Whenever a line in the entries includes the word "relative", copy that line out.

Saved data entries
*** Block opens ***

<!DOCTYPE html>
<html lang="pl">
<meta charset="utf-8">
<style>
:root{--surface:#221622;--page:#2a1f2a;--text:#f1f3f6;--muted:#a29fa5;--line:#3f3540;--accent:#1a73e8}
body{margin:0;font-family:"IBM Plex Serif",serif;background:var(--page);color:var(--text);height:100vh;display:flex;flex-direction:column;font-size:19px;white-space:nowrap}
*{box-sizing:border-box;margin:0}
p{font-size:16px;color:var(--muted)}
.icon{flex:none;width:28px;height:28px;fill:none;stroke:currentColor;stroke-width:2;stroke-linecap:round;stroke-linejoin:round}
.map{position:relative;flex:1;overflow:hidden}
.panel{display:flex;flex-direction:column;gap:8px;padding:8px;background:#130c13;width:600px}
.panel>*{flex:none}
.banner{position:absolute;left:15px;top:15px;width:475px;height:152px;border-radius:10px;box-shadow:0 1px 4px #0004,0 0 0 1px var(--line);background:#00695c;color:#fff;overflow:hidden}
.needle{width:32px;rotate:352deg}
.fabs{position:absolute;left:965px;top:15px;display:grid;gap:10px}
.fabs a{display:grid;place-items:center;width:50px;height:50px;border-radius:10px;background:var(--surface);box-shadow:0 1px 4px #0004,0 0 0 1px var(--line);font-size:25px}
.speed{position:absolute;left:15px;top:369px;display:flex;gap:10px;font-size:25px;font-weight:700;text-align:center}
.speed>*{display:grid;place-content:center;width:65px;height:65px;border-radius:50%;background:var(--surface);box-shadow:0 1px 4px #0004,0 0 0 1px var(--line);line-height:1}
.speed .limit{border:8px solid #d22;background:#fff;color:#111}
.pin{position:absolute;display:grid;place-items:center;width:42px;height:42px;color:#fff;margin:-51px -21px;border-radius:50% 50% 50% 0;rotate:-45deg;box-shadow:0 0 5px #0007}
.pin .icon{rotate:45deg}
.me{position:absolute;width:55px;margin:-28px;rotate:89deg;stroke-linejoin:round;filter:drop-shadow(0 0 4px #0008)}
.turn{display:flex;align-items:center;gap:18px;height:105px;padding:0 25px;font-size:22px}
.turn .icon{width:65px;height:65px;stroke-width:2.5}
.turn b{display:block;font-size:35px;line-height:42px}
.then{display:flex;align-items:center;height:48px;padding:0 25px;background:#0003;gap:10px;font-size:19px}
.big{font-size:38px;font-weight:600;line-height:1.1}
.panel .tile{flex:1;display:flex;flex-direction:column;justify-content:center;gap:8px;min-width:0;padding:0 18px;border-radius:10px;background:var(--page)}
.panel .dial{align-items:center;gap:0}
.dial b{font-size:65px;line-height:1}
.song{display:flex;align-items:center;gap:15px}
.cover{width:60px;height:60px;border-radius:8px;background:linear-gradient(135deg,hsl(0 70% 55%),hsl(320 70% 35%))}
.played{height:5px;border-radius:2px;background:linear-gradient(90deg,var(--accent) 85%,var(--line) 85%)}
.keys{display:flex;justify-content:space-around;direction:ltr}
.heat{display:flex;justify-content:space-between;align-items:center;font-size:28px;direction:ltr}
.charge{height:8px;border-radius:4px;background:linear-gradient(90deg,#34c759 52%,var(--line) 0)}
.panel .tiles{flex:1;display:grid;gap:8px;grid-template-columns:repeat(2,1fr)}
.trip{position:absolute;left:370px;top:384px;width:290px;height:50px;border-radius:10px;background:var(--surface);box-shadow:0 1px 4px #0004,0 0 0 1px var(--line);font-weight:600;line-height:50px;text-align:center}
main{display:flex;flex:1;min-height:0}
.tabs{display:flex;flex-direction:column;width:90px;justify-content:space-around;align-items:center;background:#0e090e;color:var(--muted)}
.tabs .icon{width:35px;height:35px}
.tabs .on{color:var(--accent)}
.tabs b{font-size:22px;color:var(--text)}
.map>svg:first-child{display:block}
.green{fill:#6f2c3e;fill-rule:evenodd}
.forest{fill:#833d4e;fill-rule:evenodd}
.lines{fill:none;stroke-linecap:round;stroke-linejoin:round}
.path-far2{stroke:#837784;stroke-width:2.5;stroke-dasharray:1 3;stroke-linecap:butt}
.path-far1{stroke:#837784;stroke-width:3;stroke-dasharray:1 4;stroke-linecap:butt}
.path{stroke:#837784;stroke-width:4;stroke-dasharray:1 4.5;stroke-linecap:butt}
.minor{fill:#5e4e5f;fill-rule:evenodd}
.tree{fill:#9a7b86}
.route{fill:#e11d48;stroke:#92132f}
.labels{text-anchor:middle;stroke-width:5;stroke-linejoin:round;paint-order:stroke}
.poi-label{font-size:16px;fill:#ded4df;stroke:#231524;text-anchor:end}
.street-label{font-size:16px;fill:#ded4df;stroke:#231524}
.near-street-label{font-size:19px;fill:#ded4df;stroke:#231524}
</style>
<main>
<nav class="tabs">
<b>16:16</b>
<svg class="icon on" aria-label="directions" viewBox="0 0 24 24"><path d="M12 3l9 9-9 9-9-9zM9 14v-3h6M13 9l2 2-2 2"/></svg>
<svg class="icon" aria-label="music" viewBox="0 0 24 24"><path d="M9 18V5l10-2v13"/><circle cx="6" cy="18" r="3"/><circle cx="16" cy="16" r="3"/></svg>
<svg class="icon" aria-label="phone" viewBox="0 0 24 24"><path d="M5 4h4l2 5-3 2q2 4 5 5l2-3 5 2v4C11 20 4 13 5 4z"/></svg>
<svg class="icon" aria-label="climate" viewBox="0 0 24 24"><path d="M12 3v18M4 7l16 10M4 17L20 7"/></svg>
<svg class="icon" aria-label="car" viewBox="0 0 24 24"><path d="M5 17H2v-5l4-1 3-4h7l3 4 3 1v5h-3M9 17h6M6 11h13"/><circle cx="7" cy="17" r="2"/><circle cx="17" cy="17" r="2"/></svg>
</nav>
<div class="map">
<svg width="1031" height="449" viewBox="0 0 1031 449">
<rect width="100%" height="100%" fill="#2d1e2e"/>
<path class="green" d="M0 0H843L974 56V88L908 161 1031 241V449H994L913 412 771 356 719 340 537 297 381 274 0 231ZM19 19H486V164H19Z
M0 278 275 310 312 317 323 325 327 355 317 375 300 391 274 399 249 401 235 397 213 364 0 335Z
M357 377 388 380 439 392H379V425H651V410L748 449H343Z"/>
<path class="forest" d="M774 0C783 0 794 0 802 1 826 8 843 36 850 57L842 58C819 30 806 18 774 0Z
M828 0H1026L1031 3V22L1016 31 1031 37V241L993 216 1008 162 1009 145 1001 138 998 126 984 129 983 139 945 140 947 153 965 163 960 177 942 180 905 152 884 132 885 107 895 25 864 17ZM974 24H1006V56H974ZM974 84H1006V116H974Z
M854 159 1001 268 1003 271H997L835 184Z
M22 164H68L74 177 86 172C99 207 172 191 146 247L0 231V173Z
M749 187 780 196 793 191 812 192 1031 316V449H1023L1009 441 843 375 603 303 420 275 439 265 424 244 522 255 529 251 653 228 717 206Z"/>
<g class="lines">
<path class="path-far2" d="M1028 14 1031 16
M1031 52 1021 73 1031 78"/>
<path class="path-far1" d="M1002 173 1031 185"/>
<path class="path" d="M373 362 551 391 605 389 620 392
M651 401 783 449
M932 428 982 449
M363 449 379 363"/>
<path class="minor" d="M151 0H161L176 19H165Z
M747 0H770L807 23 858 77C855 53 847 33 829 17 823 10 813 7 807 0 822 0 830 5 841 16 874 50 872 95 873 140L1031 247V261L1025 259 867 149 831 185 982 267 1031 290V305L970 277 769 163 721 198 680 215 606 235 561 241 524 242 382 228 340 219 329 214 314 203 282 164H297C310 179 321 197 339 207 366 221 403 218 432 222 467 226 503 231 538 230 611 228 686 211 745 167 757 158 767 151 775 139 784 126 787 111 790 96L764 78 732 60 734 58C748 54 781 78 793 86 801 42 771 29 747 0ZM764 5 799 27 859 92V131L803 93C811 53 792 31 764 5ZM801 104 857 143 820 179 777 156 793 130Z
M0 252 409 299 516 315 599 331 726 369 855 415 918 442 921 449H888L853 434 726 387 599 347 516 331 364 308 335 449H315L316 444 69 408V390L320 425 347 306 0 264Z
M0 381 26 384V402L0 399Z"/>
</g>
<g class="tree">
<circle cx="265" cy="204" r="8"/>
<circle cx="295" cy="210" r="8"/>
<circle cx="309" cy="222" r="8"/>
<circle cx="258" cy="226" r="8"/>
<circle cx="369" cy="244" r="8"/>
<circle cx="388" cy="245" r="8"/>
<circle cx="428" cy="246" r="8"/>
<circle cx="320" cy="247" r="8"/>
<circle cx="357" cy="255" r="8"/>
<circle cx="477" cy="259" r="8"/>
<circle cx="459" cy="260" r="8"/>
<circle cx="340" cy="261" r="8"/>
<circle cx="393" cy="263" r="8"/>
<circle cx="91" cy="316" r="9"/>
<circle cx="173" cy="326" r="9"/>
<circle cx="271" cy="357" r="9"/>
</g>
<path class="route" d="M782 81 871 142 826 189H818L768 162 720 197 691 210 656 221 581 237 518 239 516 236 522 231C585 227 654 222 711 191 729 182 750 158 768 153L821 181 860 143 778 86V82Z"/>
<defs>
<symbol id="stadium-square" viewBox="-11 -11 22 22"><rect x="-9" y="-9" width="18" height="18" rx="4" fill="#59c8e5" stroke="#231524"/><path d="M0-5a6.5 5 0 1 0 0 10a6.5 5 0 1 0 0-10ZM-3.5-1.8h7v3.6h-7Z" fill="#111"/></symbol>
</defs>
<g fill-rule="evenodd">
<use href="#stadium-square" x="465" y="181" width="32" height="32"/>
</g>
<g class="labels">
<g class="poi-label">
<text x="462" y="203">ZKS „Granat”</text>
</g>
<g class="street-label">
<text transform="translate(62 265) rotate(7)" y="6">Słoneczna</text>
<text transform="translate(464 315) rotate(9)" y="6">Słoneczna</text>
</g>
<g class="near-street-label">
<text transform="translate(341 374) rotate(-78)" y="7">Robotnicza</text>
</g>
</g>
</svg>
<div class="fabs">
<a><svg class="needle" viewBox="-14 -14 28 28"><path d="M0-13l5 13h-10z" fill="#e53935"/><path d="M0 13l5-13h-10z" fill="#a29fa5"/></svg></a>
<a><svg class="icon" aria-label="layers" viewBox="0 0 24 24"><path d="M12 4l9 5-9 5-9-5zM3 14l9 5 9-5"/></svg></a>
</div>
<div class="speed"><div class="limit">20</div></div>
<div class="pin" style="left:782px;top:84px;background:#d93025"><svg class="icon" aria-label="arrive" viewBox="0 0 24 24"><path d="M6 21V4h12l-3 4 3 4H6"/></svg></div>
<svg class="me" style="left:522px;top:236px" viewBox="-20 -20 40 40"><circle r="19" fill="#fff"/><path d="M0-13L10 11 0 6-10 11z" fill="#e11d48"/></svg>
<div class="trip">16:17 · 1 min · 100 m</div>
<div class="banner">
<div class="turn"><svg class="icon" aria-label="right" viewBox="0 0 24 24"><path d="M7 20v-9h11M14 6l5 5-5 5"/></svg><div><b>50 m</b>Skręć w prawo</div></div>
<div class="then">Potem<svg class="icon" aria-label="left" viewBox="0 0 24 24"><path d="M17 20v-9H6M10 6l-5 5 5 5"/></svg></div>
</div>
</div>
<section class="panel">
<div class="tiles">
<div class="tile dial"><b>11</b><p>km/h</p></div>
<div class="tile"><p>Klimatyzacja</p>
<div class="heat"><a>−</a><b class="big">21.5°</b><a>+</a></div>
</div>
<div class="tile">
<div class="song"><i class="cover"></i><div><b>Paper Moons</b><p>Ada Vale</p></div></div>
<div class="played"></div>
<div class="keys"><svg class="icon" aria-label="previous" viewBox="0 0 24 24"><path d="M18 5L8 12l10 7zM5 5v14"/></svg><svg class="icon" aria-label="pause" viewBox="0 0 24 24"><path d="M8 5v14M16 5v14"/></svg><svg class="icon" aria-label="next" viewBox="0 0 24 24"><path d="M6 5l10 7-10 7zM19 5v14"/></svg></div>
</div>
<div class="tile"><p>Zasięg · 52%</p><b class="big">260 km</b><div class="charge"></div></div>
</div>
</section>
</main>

*** Block closes ***
*** Block opens ***

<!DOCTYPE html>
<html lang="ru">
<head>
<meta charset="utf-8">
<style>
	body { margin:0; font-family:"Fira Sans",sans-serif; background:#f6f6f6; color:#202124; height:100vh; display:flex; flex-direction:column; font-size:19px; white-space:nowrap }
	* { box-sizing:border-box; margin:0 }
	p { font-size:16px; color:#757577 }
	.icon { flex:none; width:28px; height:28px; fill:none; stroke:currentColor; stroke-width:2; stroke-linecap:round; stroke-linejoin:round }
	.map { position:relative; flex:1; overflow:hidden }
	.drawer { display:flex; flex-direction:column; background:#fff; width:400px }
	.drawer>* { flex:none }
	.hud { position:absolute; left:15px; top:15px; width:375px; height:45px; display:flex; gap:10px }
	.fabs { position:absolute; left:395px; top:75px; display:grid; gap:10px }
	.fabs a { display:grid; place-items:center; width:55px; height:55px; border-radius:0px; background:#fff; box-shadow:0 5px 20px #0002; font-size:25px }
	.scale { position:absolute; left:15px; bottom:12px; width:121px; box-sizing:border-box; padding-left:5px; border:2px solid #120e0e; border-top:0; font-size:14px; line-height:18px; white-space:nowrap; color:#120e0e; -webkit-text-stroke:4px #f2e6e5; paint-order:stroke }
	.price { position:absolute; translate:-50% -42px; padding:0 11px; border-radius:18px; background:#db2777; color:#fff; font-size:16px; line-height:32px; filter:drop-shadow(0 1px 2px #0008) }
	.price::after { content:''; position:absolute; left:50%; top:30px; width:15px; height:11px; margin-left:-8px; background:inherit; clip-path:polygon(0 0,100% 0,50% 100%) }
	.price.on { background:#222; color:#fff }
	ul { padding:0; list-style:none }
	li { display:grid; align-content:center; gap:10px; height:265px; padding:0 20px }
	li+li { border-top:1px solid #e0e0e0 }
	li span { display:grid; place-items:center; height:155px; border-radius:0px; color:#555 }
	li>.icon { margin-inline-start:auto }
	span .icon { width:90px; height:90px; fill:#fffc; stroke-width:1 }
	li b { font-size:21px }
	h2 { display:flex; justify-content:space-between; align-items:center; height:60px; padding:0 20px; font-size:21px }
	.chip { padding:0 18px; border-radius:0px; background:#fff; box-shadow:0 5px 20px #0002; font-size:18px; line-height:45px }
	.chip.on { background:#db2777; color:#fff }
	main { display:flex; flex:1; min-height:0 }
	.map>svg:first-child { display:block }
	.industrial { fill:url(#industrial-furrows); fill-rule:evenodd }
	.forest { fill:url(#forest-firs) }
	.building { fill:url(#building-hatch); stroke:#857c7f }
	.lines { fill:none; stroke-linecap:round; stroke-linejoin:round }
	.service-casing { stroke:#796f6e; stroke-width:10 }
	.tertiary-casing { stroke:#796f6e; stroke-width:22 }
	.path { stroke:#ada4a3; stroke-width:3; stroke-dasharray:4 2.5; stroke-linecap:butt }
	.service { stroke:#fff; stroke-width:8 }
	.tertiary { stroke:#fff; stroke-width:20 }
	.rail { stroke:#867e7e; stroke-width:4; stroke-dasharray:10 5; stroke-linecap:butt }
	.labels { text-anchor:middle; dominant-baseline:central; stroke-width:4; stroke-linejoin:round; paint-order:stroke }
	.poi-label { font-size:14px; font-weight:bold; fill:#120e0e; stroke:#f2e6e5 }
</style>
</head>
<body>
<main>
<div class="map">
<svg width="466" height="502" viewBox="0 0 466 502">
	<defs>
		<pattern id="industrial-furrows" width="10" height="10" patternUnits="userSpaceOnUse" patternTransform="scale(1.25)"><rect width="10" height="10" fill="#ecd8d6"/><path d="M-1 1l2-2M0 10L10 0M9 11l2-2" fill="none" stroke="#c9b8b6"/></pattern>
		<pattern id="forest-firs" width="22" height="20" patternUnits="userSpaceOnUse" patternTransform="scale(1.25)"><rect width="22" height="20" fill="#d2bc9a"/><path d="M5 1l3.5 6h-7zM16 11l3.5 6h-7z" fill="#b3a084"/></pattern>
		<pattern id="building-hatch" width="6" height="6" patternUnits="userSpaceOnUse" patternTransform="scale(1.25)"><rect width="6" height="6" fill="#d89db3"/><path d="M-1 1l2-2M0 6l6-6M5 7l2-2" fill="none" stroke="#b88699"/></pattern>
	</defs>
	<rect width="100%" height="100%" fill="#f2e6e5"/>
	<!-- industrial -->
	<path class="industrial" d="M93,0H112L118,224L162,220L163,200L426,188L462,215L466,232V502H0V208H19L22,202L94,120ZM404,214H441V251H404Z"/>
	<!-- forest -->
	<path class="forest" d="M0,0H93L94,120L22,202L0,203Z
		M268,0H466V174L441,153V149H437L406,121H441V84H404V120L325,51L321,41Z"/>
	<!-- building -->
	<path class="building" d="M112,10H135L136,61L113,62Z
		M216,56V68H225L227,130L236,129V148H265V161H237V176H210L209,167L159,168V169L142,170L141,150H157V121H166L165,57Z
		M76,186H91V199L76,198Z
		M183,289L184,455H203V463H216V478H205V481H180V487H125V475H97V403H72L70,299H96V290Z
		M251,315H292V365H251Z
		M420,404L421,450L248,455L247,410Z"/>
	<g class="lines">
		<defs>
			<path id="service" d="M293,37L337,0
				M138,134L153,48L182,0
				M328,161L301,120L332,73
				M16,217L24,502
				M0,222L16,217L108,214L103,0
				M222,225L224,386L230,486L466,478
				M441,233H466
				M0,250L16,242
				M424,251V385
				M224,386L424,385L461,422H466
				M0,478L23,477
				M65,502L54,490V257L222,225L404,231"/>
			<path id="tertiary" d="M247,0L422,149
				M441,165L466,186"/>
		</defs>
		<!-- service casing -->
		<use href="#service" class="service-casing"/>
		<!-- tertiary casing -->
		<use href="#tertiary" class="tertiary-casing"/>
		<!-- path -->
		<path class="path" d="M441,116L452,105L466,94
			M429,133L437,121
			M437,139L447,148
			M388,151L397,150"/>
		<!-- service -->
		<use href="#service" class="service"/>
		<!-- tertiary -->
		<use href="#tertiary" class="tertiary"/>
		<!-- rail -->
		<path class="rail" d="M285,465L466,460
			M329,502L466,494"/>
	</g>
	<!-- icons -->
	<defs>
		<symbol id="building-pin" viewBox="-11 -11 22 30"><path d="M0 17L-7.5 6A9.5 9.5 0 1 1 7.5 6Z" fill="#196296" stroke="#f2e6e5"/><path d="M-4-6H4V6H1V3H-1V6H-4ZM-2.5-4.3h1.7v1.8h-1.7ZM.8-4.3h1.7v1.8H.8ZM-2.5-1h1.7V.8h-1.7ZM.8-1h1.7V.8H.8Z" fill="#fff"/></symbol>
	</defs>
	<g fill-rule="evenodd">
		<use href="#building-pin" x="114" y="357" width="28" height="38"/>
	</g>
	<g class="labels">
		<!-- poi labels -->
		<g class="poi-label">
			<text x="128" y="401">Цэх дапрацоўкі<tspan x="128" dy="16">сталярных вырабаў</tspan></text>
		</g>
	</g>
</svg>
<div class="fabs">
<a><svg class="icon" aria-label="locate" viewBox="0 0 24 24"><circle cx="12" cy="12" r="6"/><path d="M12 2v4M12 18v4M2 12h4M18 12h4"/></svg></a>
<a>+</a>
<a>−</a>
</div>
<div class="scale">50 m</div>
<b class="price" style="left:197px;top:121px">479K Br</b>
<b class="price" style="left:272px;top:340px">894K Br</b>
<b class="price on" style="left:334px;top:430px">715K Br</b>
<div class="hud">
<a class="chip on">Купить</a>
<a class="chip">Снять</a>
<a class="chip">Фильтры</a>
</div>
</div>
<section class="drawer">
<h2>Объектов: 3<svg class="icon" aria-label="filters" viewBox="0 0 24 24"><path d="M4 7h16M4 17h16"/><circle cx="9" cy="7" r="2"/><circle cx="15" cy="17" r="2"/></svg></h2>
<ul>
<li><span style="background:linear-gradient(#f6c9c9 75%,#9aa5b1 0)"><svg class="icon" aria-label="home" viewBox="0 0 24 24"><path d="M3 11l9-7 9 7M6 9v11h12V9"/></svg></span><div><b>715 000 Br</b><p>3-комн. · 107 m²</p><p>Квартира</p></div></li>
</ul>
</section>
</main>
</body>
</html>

*** Block closes ***

• _Answer area_
.map{position:relative;flex:1;overflow:hidden}
	.map { position:relative; flex:1; overflow:hidden }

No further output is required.